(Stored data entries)

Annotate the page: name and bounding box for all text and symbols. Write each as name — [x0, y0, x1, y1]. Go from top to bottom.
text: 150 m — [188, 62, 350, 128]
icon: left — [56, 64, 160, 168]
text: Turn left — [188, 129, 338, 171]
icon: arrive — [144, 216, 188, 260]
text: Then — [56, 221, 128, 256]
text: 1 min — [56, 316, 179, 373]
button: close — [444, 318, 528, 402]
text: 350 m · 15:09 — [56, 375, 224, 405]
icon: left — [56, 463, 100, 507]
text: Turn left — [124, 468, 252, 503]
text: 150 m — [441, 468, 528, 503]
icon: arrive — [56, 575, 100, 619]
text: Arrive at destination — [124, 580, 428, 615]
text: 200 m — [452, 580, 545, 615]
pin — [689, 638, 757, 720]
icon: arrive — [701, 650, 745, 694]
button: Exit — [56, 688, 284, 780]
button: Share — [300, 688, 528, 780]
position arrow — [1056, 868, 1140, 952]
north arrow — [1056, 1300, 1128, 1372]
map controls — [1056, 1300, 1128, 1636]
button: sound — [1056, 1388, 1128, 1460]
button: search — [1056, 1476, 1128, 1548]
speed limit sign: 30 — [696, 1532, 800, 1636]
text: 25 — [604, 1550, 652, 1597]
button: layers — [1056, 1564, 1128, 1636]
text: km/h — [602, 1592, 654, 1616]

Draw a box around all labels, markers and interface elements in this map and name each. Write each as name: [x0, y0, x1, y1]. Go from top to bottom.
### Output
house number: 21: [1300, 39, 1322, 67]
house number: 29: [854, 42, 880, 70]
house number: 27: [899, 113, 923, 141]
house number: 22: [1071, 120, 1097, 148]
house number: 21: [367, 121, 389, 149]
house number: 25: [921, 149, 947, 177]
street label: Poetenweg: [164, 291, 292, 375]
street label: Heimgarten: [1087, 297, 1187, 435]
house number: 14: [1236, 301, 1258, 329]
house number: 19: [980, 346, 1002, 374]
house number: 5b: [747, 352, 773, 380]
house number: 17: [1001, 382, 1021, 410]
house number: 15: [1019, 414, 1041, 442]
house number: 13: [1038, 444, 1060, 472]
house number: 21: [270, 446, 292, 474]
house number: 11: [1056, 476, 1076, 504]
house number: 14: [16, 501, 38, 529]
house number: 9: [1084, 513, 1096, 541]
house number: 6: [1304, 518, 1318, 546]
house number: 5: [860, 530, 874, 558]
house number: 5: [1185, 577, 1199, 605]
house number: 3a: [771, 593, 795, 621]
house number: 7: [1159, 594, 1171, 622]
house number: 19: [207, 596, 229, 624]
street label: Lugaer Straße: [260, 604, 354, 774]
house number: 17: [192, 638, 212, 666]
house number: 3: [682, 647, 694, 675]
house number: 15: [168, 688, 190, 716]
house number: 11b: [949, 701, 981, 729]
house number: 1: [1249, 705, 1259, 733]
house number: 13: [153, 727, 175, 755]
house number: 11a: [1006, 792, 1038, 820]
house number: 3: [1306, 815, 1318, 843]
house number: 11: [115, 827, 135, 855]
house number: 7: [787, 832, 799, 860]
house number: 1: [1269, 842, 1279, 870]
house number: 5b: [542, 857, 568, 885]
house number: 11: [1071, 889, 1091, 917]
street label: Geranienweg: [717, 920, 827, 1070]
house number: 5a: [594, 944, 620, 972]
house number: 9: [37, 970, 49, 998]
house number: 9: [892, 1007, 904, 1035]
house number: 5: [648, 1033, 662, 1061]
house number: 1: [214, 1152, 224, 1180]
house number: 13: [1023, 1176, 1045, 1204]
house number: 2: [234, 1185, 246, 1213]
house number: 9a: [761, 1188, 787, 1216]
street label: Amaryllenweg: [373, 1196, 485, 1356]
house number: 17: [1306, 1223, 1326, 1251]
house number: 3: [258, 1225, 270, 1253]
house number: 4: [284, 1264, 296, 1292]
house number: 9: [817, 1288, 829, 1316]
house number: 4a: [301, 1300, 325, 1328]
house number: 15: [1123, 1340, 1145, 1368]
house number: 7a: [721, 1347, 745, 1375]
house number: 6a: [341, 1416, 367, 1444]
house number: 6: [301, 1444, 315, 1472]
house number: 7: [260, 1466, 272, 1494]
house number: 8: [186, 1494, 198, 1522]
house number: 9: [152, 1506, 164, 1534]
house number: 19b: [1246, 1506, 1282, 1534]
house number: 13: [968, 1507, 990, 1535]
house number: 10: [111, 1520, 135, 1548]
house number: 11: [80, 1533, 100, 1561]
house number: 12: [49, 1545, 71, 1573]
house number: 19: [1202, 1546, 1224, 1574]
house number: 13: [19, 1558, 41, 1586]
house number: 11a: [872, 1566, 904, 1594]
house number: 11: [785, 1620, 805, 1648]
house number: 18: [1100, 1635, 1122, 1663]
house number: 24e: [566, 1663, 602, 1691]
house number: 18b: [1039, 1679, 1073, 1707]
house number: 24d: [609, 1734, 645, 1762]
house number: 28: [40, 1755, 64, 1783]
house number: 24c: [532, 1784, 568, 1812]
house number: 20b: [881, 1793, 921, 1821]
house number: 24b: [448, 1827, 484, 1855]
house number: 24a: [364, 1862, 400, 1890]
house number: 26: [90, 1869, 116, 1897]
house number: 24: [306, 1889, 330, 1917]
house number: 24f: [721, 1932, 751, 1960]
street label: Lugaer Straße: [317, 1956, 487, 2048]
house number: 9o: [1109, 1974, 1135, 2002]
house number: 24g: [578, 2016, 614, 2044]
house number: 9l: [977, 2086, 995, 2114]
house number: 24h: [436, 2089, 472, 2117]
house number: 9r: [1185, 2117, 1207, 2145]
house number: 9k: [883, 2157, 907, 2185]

▶ **What is required**: Would you please copy out every line of the data exactly?

▶ **Your response**:
Annotate the page: name and bounding box for all text and symbols. Write each as name — [x0, y0, x1, y1]. Go from top to bottom.
text: 150 m — [188, 62, 350, 128]
icon: left — [56, 64, 160, 168]
text: Turn left — [188, 129, 338, 171]
icon: arrive — [144, 216, 188, 260]
text: Then — [56, 221, 128, 256]
text: 1 min — [56, 316, 179, 373]
button: close — [444, 318, 528, 402]
text: 350 m · 15:09 — [56, 375, 224, 405]
icon: left — [56, 463, 100, 507]
text: Turn left — [124, 468, 252, 503]
text: 150 m — [441, 468, 528, 503]
icon: arrive — [56, 575, 100, 619]
text: Arrive at destination — [124, 580, 428, 615]
text: 200 m — [452, 580, 545, 615]
pin — [689, 638, 757, 720]
icon: arrive — [701, 650, 745, 694]
button: Exit — [56, 688, 284, 780]
button: Share — [300, 688, 528, 780]
position arrow — [1056, 868, 1140, 952]
north arrow — [1056, 1300, 1128, 1372]
map controls — [1056, 1300, 1128, 1636]
button: sound — [1056, 1388, 1128, 1460]
button: search — [1056, 1476, 1128, 1548]
speed limit sign: 30 — [696, 1532, 800, 1636]
text: 25 — [604, 1550, 652, 1597]
button: layers — [1056, 1564, 1128, 1636]
text: km/h — [602, 1592, 654, 1616]

Draw a box around all labels, markers and interface elements in this map and name each. Write each as name: [x0, y0, x1, y1]. Go from top to bottom.
### Output
house number: 21: [1300, 39, 1322, 67]
house number: 29: [854, 42, 880, 70]
house number: 27: [899, 113, 923, 141]
house number: 22: [1071, 120, 1097, 148]
house number: 21: [367, 121, 389, 149]
house number: 25: [921, 149, 947, 177]
street label: Poetenweg: [164, 291, 292, 375]
street label: Heimgarten: [1087, 297, 1187, 435]
house number: 14: [1236, 301, 1258, 329]
house number: 19: [980, 346, 1002, 374]
house number: 5b: [747, 352, 773, 380]
house number: 17: [1001, 382, 1021, 410]
house number: 15: [1019, 414, 1041, 442]
house number: 13: [1038, 444, 1060, 472]
house number: 21: [270, 446, 292, 474]
house number: 11: [1056, 476, 1076, 504]
house number: 14: [16, 501, 38, 529]
house number: 9: [1084, 513, 1096, 541]
house number: 6: [1304, 518, 1318, 546]
house number: 5: [860, 530, 874, 558]
house number: 5: [1185, 577, 1199, 605]
house number: 3a: [771, 593, 795, 621]
house number: 7: [1159, 594, 1171, 622]
house number: 19: [207, 596, 229, 624]
street label: Lugaer Straße: [260, 604, 354, 774]
house number: 17: [192, 638, 212, 666]
house number: 3: [682, 647, 694, 675]
house number: 15: [168, 688, 190, 716]
house number: 11b: [949, 701, 981, 729]
house number: 1: [1249, 705, 1259, 733]
house number: 13: [153, 727, 175, 755]
house number: 11a: [1006, 792, 1038, 820]
house number: 3: [1306, 815, 1318, 843]
house number: 11: [115, 827, 135, 855]
house number: 7: [787, 832, 799, 860]
house number: 1: [1269, 842, 1279, 870]
house number: 5b: [542, 857, 568, 885]
house number: 11: [1071, 889, 1091, 917]
street label: Geranienweg: [717, 920, 827, 1070]
house number: 5a: [594, 944, 620, 972]
house number: 9: [37, 970, 49, 998]
house number: 9: [892, 1007, 904, 1035]
house number: 5: [648, 1033, 662, 1061]
house number: 1: [214, 1152, 224, 1180]
house number: 13: [1023, 1176, 1045, 1204]
house number: 2: [234, 1185, 246, 1213]
house number: 9a: [761, 1188, 787, 1216]
street label: Amaryllenweg: [373, 1196, 485, 1356]
house number: 17: [1306, 1223, 1326, 1251]
house number: 3: [258, 1225, 270, 1253]
house number: 4: [284, 1264, 296, 1292]
house number: 9: [817, 1288, 829, 1316]
house number: 4a: [301, 1300, 325, 1328]
house number: 15: [1123, 1340, 1145, 1368]
house number: 7a: [721, 1347, 745, 1375]
house number: 6a: [341, 1416, 367, 1444]
house number: 6: [301, 1444, 315, 1472]
house number: 7: [260, 1466, 272, 1494]
house number: 8: [186, 1494, 198, 1522]
house number: 9: [152, 1506, 164, 1534]
house number: 19b: [1246, 1506, 1282, 1534]
house number: 13: [968, 1507, 990, 1535]
house number: 10: [111, 1520, 135, 1548]
house number: 11: [80, 1533, 100, 1561]
house number: 12: [49, 1545, 71, 1573]
house number: 19: [1202, 1546, 1224, 1574]
house number: 13: [19, 1558, 41, 1586]
house number: 11a: [872, 1566, 904, 1594]
house number: 11: [785, 1620, 805, 1648]
house number: 18: [1100, 1635, 1122, 1663]
house number: 24e: [566, 1663, 602, 1691]
house number: 18b: [1039, 1679, 1073, 1707]
house number: 24d: [609, 1734, 645, 1762]
house number: 28: [40, 1755, 64, 1783]
house number: 24c: [532, 1784, 568, 1812]
house number: 20b: [881, 1793, 921, 1821]
house number: 24b: [448, 1827, 484, 1855]
house number: 24a: [364, 1862, 400, 1890]
house number: 26: [90, 1869, 116, 1897]
house number: 24: [306, 1889, 330, 1917]
house number: 24f: [721, 1932, 751, 1960]
street label: Lugaer Straße: [317, 1956, 487, 2048]
house number: 9o: [1109, 1974, 1135, 2002]
house number: 24g: [578, 2016, 614, 2044]
house number: 9l: [977, 2086, 995, 2114]
house number: 24h: [436, 2089, 472, 2117]
house number: 9r: [1185, 2117, 1207, 2145]
house number: 9k: [883, 2157, 907, 2185]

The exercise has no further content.